Tag Archives: graduation

We Are The In-Betweeners

We grew up in an age where the American dream meant you followed a specified list and ticked the items off one-by-one, in the appropriate order. We were told that we would walk tall off our college campuses with our freshly inked degrees. We would accept the job offer that would inevitably come our way. We’d get married and have kids and then, after thirty years at the same company, we’d retire. The picket fence we would build to contain our succinct lives would chip and falter over time but it would be physical proof that we “made it.”

 
We don’t live in that world anymore. The colleges became more selective. What was once a choice became whatever we could get. Those degrees became overwrought, expensive pieces of paper indicating less about knowledge and more about pedigree. The job offers for postgrads that once gushed from the proverbial firehose became infrequent droplets from a shower head that is now all but dry. The divorce rate has skyrocketed and accepting that you’ll have a “first wife” or a “second husband” has devolved from being the idea of a cynic to being that of a realist.
 
 
This world for us “in-betweeners,” us “pseudo-adults,” is alien and terrifying. The 23-year-olds of yesteryear were self-sufficient, level-headed, and guided. Those 23-year-olds would scoff at us. Our better-educated, more driven, and dream-laden selves would probably look like bumbling infants to them. We are standing on the precipice of a world our predecessors could have never imagined. We straddle this strange border between knowing enough to start our lives but not enough to establish who we are. We have the trust of our elders but not the faith.
 
 
In the year since I’ve graduated, I’ve lost more than I ever thought I would. I’ve lost jobs and friends and lovers and confidence and, above all, myself. I no longer recognize myself when I look in the mirror every morning. I go through the motions of my day. I laugh and I cry and I ponder and I yell and I wait. I wait until my life feels like it’s my own and it’s one that I’m proud to identify with. I wait for the day when I know what it is that I want to identify with.
 

Congrats Grads, Here’s How to Make Your First Year Out Suck Less

I just finished my first full year out of college.

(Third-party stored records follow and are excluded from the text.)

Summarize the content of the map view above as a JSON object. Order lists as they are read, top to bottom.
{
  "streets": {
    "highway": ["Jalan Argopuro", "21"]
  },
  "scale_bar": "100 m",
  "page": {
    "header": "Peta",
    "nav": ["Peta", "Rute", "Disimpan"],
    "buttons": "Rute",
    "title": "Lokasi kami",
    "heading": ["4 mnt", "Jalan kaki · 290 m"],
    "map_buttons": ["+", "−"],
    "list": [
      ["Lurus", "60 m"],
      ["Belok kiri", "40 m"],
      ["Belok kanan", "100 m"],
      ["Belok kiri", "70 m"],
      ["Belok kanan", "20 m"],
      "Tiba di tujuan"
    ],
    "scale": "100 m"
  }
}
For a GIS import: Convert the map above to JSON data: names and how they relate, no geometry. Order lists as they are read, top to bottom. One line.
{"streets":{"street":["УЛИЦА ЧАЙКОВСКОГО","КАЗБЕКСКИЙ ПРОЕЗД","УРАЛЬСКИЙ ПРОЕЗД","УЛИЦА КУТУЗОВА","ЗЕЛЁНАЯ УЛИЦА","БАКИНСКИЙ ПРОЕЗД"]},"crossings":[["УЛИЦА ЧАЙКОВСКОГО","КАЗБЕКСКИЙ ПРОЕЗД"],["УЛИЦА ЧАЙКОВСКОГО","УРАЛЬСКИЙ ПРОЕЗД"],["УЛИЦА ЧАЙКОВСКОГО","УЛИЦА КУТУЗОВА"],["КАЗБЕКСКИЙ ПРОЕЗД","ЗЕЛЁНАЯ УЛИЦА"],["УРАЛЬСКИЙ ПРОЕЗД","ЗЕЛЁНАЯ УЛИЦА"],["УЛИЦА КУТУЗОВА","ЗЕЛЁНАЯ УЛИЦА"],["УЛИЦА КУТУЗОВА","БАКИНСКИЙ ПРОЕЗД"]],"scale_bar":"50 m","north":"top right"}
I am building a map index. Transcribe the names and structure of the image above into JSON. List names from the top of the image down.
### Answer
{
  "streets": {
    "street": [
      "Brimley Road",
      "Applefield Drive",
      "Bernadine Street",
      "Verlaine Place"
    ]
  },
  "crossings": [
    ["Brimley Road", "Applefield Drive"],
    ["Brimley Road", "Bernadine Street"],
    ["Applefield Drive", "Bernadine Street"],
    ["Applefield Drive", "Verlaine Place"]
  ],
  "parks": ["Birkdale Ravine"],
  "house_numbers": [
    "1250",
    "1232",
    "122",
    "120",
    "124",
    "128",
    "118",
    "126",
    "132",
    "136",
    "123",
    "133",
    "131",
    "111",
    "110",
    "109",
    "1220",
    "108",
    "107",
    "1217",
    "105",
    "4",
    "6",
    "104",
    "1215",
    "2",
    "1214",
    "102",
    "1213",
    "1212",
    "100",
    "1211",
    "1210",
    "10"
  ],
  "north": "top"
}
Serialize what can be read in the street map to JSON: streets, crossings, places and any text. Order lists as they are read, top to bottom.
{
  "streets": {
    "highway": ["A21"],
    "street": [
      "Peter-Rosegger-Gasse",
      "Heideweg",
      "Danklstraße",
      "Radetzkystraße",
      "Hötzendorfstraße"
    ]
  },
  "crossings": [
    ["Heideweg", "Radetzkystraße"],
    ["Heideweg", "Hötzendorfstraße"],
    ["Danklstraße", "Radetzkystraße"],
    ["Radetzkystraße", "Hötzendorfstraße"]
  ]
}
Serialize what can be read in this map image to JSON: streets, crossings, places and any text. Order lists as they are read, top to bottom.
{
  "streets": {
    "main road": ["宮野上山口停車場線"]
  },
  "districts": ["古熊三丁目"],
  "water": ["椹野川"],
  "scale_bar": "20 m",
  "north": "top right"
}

I graduated May 23, 2013, bright-eyed and bushy-tailed. I was beyond excited to get out of school and “start my life.” I naively thought that with a diploma in hand, I was ready for it all. Like a typical millennial cliché, I was very wrong.

Unlike a lot of my peers, I had a signed offer for a job over a month before I’d don my cap and gown. It was a job in my chosen field (publishing), with a decent salary, and conveniently right near Penn Station, so commuting from home on Long Island would be a breeze (or, at least, as much of a breeze as an hour and a half trip could be). So, I quit my beloved part-time job at Apple, took a deep breath and jumped headfirst into the workforce a mere week after graduation.

Not surprisingly, it was too good to be true and I was laid off within just a few months of starting. My boss cited “budget cuts” and I took the whole thing terribly. My shiny new life on the cusp of beginning suddenly became cracked, dull, and utterly terrifying. Since then, this past year has been a whirlwind and it’s one that has been filled with more things unexpected than expected. So, in light of all you new graduates accepting your diplomas and singing “SCHOOL’S OUT FOREVER!” at the top of your lungs, I give you a few nuggets of wisdom from my whole year in the wild. Grain of salt sold separately.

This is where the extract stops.